EXERCISE REQUIREMENTS:
Everything in the data below except the pictures must be repeated word for word.

DATASET EXTRACT:
——————

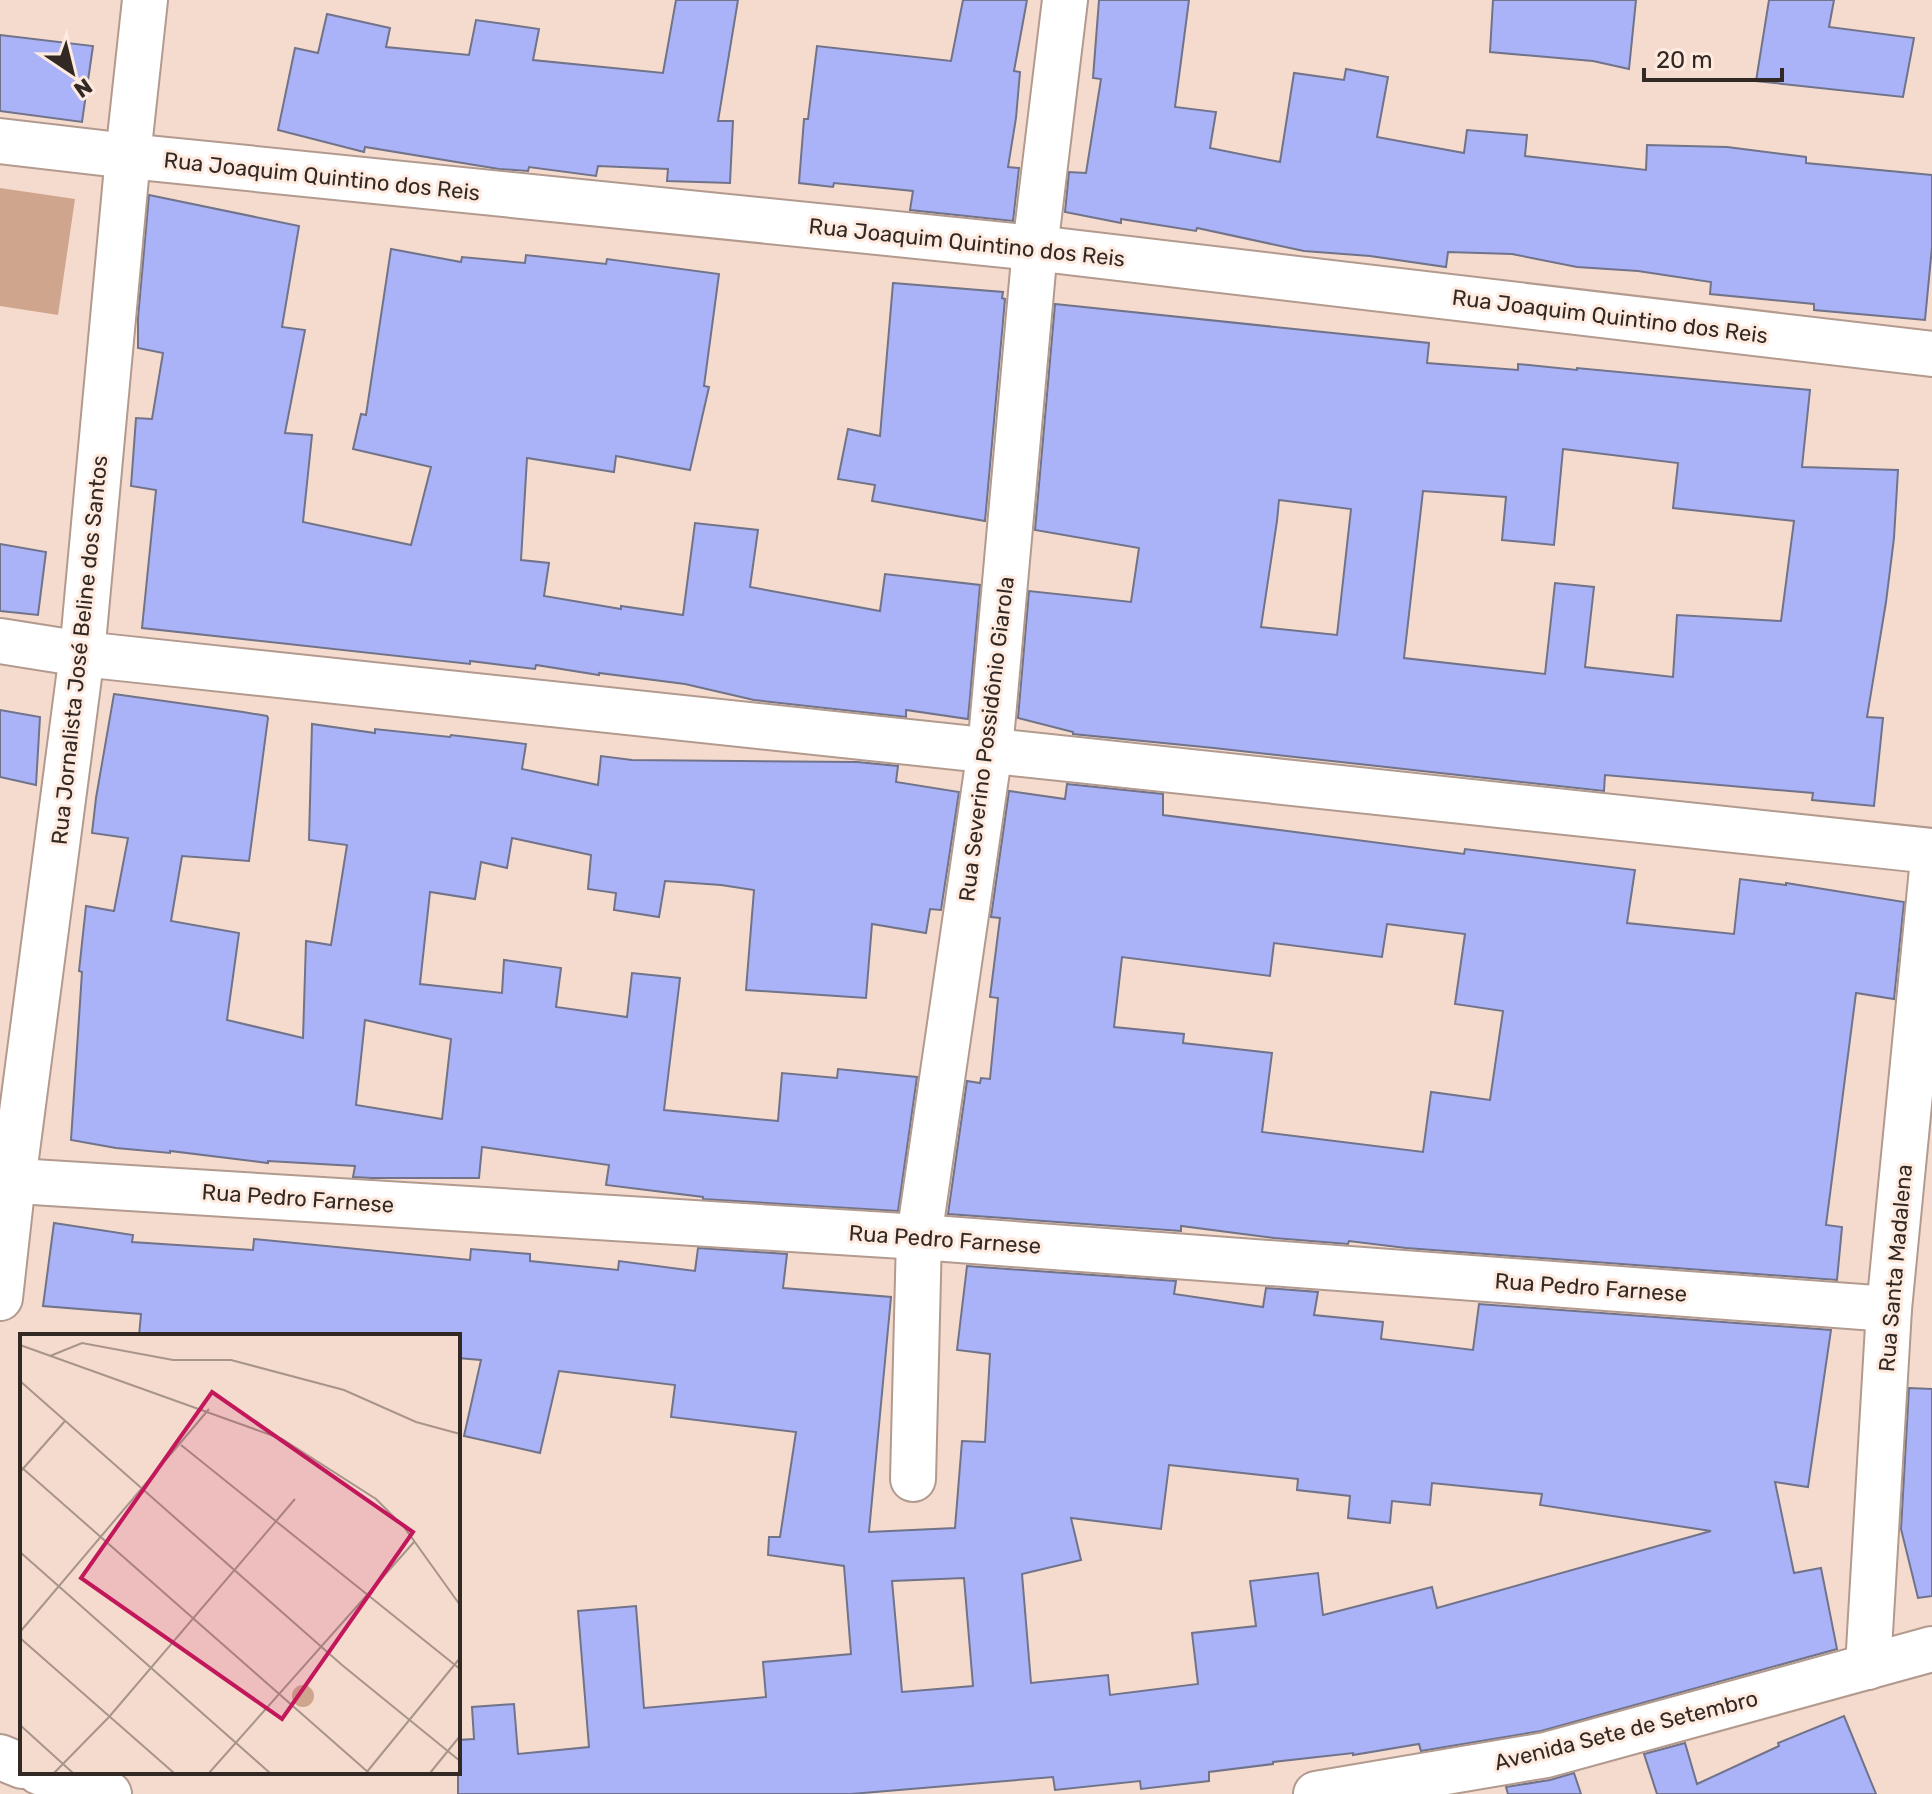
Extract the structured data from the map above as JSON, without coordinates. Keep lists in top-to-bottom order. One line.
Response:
{"streets":{"street":["Rua Joaquim Quintino dos Reis","Rua Jornalista José Beline dos Santos","Rua Severino Possidônio Giarola","Rua Pedro Farnese","Rua Santa Madalena","Avenida Sete de Setembro"]},"crossings":[["Rua Joaquim Quintino dos Reis","Rua Jornalista José Beline dos Santos"],["Rua Joaquim Quintino dos Reis","Rua Severino Possidônio Giarola"],["Rua Jornalista José Beline dos Santos","Rua Pedro Farnese"],["Rua Severino Possidônio Giarola","Rua Pedro Farnese"],["Rua Pedro Farnese","Rua Santa Madalena"],["Rua Santa Madalena","Avenida Sete de Setembro"]],"scale_bar":"20 m","north":"bottom right"}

——————

SOLUTION TO THE PROBLEM:
Extract the structured data from the map above as JSON, without coordinates. Keep lists in top-to-bottom order. One line.
Response:
{"streets":{"street":["Rua Joaquim Quintino dos Reis","Rua Jornalista José Beline dos Santos","Rua Severino Possidônio Giarola","Rua Pedro Farnese","Rua Santa Madalena","Avenida Sete de Setembro"]},"crossings":[["Rua Joaquim Quintino dos Reis","Rua Jornalista José Beline dos Santos"],["Rua Joaquim Quintino dos Reis","Rua Severino Possidônio Giarola"],["Rua Jornalista José Beline dos Santos","Rua Pedro Farnese"],["Rua Severino Possidônio Giarola","Rua Pedro Farnese"],["Rua Pedro Farnese","Rua Santa Madalena"],["Rua Santa Madalena","Avenida Sete de Setembro"]],"scale_bar":"20 m","north":"bottom right"}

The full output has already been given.